Nato-Land leitet russisches Öl in den Westen – Trotz Sanktionen
Die EU soll eine Untersuchung darüber eröffnet haben, ob falsch etikettiertes Öl über den Nato-Staat Türkei in die Europäische Union gelangt. Das hatten mehrere Medien berichtet, darunter Politico, das sich auf zwei nicht näher genannte Quellen bezogen hatte. Angeblich war die OLAF tätig geworden, das europäische Amt für Betrugsbekämpfung – dieses kann Mitgliedstaaten empfehlen, Maßnahmen zu ergreifen, oder auch selbst Ermittlungen zu starten.
Eine Recherche von Politico hat bereits früher gezeigt, dass russisches Öl „sehr wahrscheinlich“ an türkischen Häfen akzeptiert wird – und dann, unter neuem Etikett, in die EU gelangt. Auch bei anderen Sanktionen hatte die Türkei sich wiederholt als Leck erwiesen, was die Durchsetzung der westlichen Sanktionen angeht.
Das hatte bereits dazu geführt, dass eine „große Zahl“ russischer Unternehmen neue Niederlassungen innerhalb der Türkei eröffnet hatten und mit türkischen Counterparts kooperieren. Diese sollen dabei eine Fassade für den Import zur Verfügung stellen.

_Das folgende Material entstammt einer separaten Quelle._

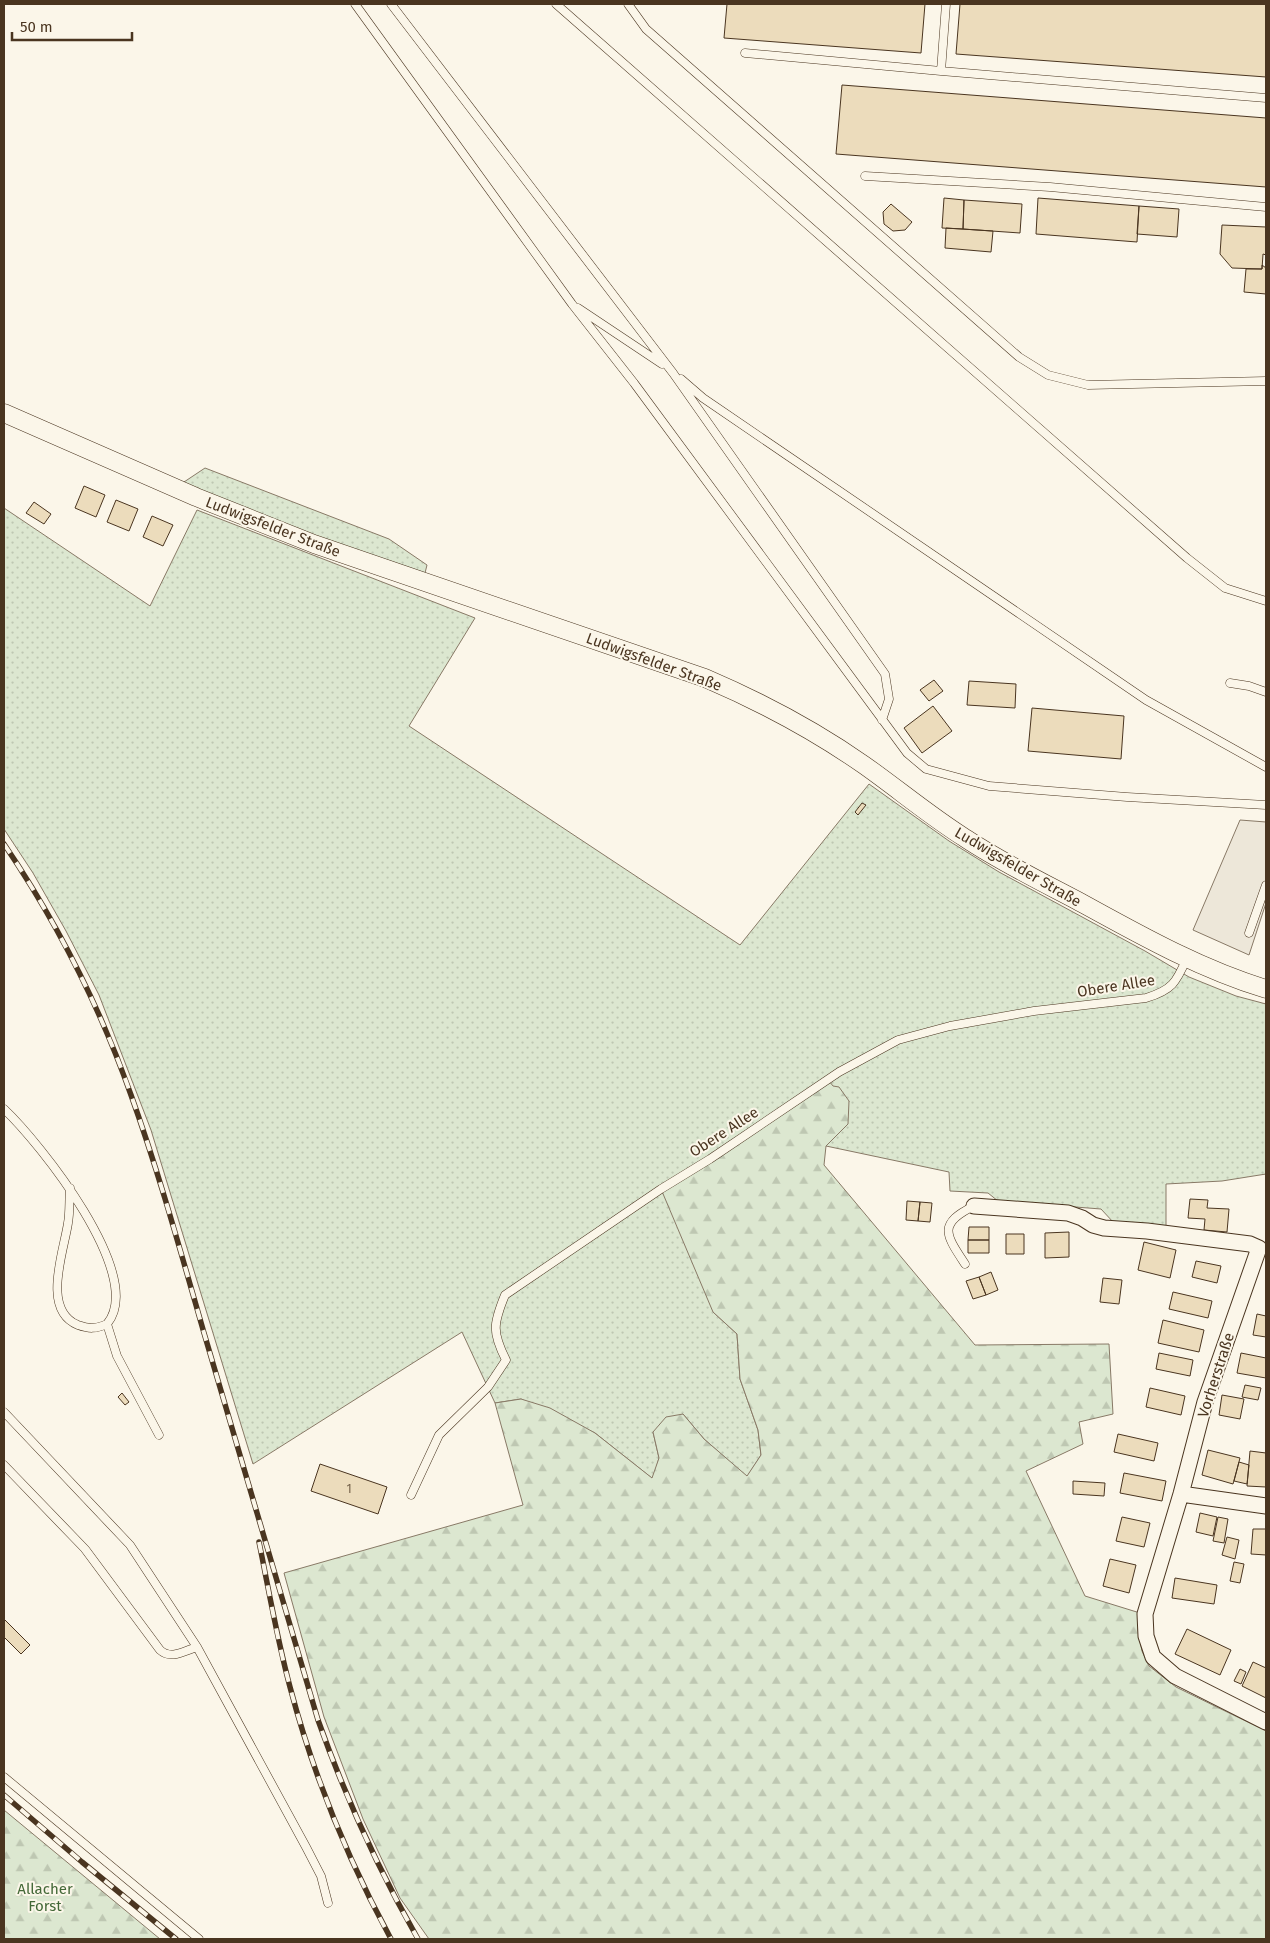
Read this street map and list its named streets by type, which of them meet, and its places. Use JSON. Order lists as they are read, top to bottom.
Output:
{
  "streets": {
    "street": ["Ludwigsfelder Straße", "Vorherstraße"],
    "lane": ["Obere Allee"]
  },
  "crossings": [
    ["Ludwigsfelder Straße", "Obere Allee"]
  ],
  "parks": ["Allacher Forst"],
  "house_numbers": ["1"],
  "scale_bar": "50 m"
}
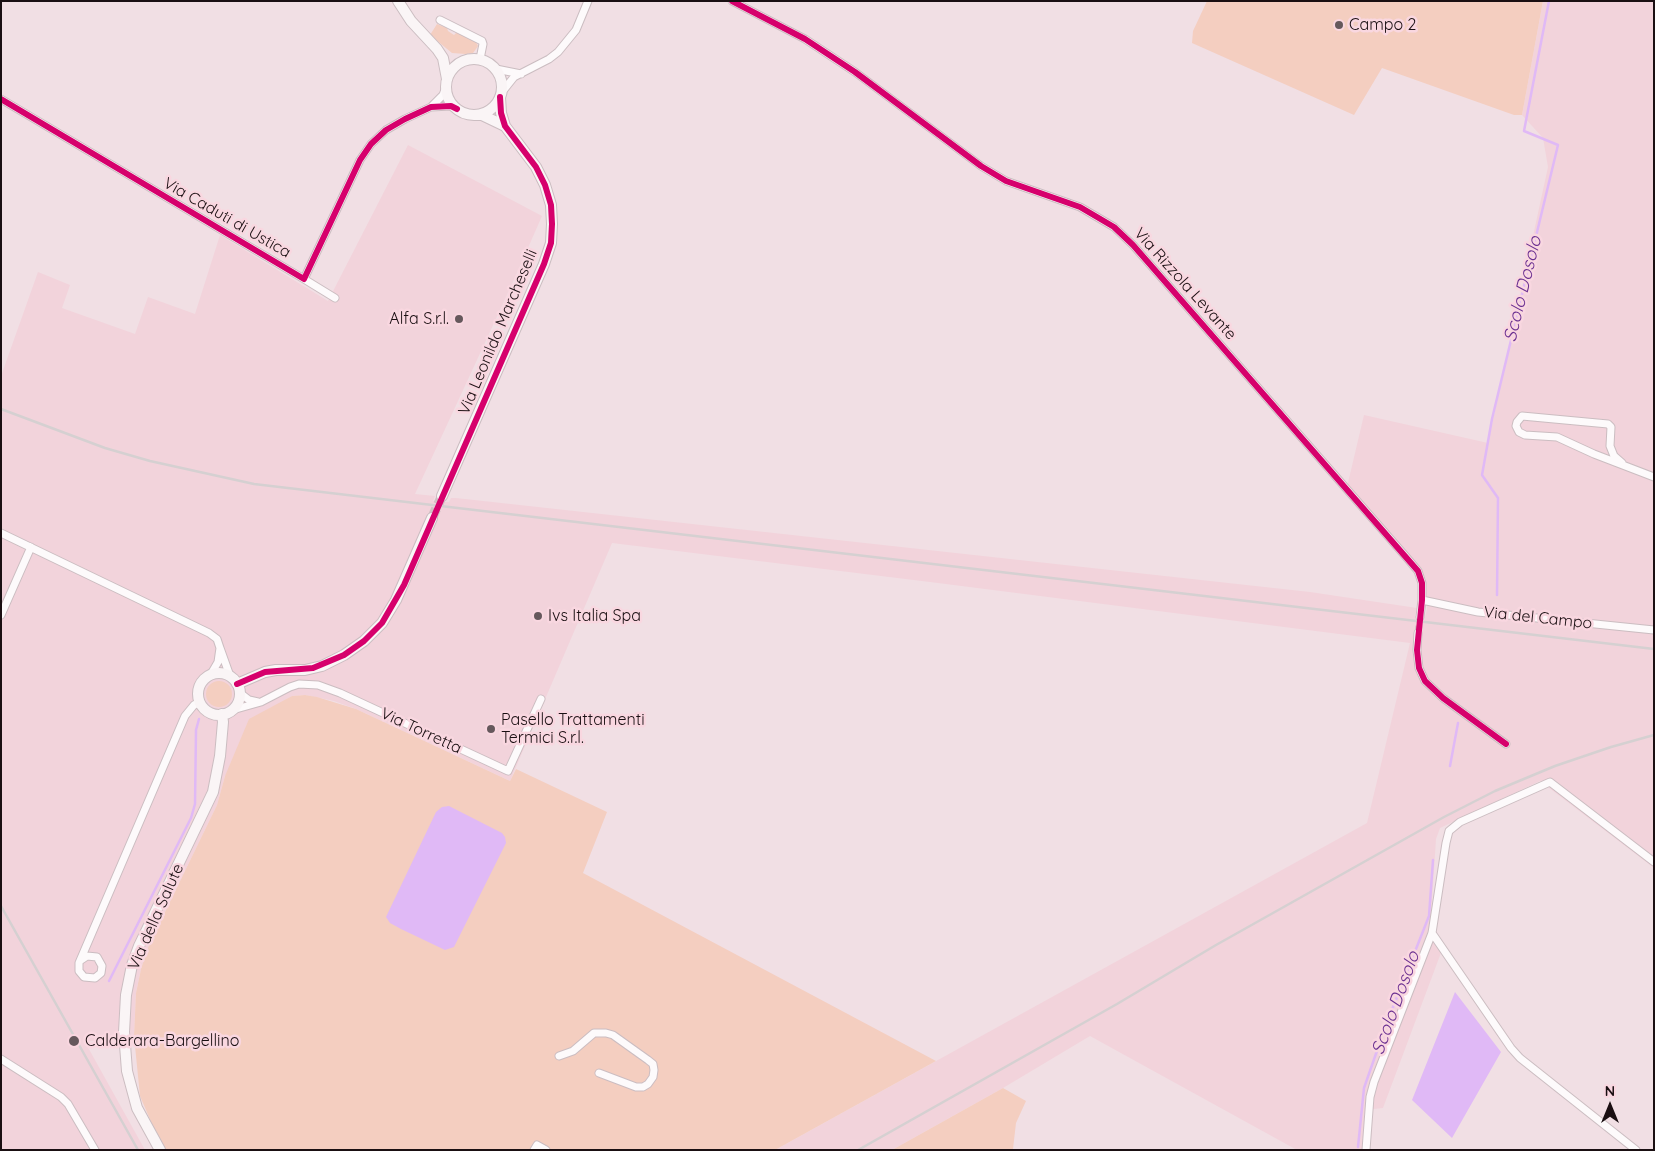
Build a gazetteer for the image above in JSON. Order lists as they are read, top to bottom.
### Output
{
  "streets": {
    "street": [
      "Via Caduti di Ustica",
      "Via Rizzola Levante",
      "Via Leonildo Marcheselli",
      "Via del Campo",
      "Via Torretta",
      "Via della Salute"
    ]
  },
  "crossings": [
    ["Via Caduti di Ustica", "Via Leonildo Marcheselli"],
    ["Via Rizzola Levante", "Via del Campo"],
    ["Via Torretta", "Via della Salute"]
  ],
  "water": ["Scolo Dosolo"],
  "places": [
    "Campo 2",
    "Alfa S.r.l.",
    "Ivs Italia Spa",
    "Pasello Trattamenti Termici S.r.l.",
    "Calderara-Bargellino"
  ],
  "north": "top"
}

Im Herbst 2022 hatte das Europäische Parlament bemerkt, dass die Zahl der russischstämmigen Unternehmen innerhalb der Türkei rapide angestiegen war. Die Exporte nach Russland waren um bis zu 43 Prozent gestiegen, die Importe aus Russland um 125 Prozent.

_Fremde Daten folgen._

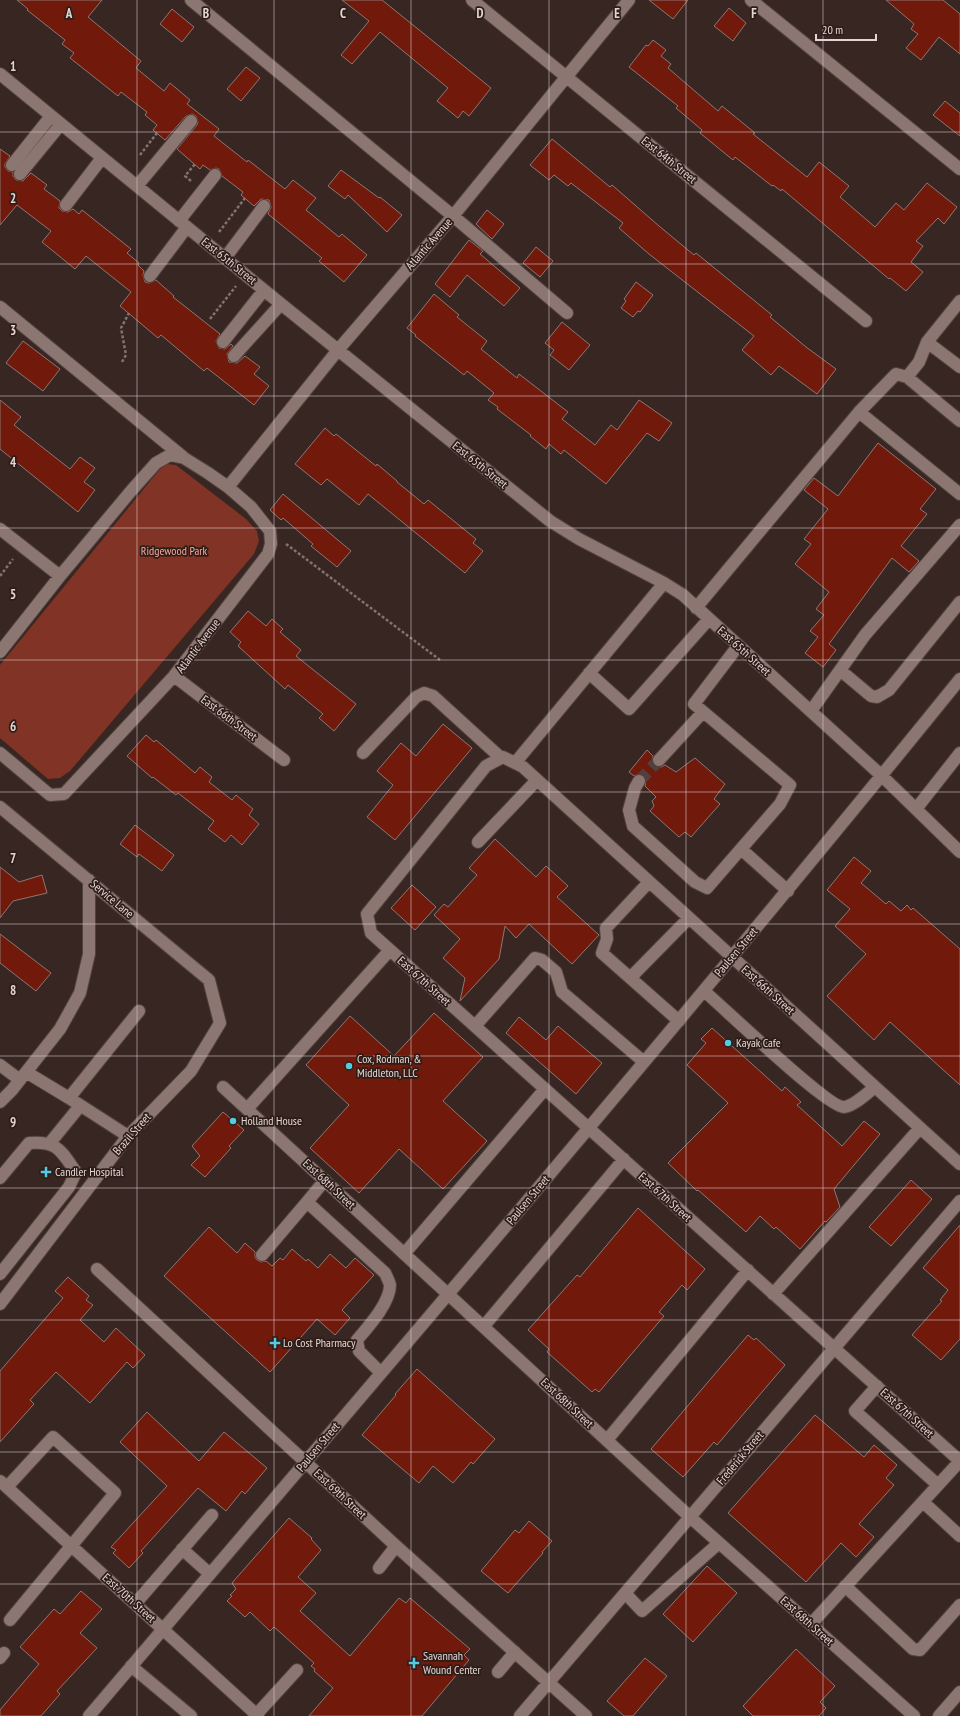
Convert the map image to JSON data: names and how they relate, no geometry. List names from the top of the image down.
{
  "streets": {
    "street": [
      "East 64th Street",
      "Atlantic Avenue",
      "East 65th Street",
      "East 66th Street",
      "Service Lane",
      "Paulsen Street",
      "East 67th Street",
      "Brazil Street",
      "East 68th Street",
      "Frederick Street",
      "East 69th Street",
      "East 70th Street"
    ]
  },
  "crossings": [
    ["East 64th Street", "Atlantic Avenue"],
    ["Atlantic Avenue", "East 65th Street"],
    ["Atlantic Avenue", "East 66th Street"],
    ["East 65th Street", "Paulsen Street"],
    ["East 66th Street", "Paulsen Street"],
    ["Service Lane", "Brazil Street"],
    ["Paulsen Street", "East 67th Street"],
    ["Paulsen Street", "East 68th Street"],
    ["Paulsen Street", "East 69th Street"],
    ["Paulsen Street", "East 70th Street"],
    ["East 67th Street", "Frederick Street"],
    ["East 68th Street", "Frederick Street"],
    ["Frederick Street", "East 69th Street"]
  ],
  "parks": ["Ridgewood Park"],
  "places": {
    "other": ["Kayak Cafe", "Cox, Rodman, & Middleton, LLC", "Holland House"],
    "health": ["Candler Hospital", "Lo Cost Pharmacy", "Savannah Wound Center"]
  },
  "scale_bar": "20 m",
  "grid": {
    "columns": [
      "A",
      "B",
      "C",
      "D",
      "E",
      "F"
    ],
    "rows": [
      "1",
      "2",
      "3",
      "4",
      "5",
      "6",
      "7",
      "8",
      "9"
    ]
  }
}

Sanktionen schaden Russlands Wirtschaft – aber es gibt Ausnahmen
Ölimporte aus Russland sind seit 2022 sanktioniert. Der Erwerb, die Einfuhr und die Weiterleitung von Rohöl und bestimmten Erdölerzeugnissen auf dem Seeweg aus Russland in die EU ist verboten – für die Einfuhr von Pipeline-Rohöl gibt es Ausnahmen. Diese gelten jedoch nur für Länder, die von den Lieferungen abhängig sind und auf keine Alternativen zurückgreifen können.
Eine weitere Ausnahme von dem Verbot der Beförderung von russischem Öl und Erdölerzeugnissen auf dem Seeweg in Drittländer gilt, wenn solche Waren unter den sogenannten Ölpreisdeckel fallen. Für Rohöl liegt dieser bei 60 US-Dollar pro Barrel. Diese Sanktionen sollten zwei Aufgaben erfüllen: Einerseits sollte sich die EU von russischem Öl befreien und damit eine Abhängigkeit vermeiden, andererseits sollte Russlands Wirtschaft unter den so fehlenden Einnahmen leiden.
Milliarden fließen in Russlands Wirtschaft – Türkei als wichtiger Handelspartner
Den Politico-Recherchen zufolge geht die Türkei beim russischen Öl ähnlich vor wie Indien bei russischen Diamanten. Die Türkei re-etikettiert das russische Öl einfach und stellt eine Bescheinigung aus, die besagt, dass das Öl aus einem nicht sanktionierten Land stamme. Angeblich hatte dieses Schlupfloch allein im Jahr 2023 für Gewinne bis zu drei Milliarden Euro eingebracht – von denen ein Teil dann in die Kriegskasse des Kreml-Diktators Wladimir Putin floss.
Das Centre for Research on Energy and Clean Air hatte den G7-Nationen hier Doppelmoral vorgeworfen. Laut CREA hatte sich die Türkei in der ersten Jahreshälfte 2024 zum drittgrößten Importeur von russischem Rohöl gemausert und dafür gesorgt, dass Rohöl im Wert von 1,2 Milliarden Euro aus Russland – weiterverarbeitet in der Türkei – als Ölprodukte in die G7-Länder geflossen waren.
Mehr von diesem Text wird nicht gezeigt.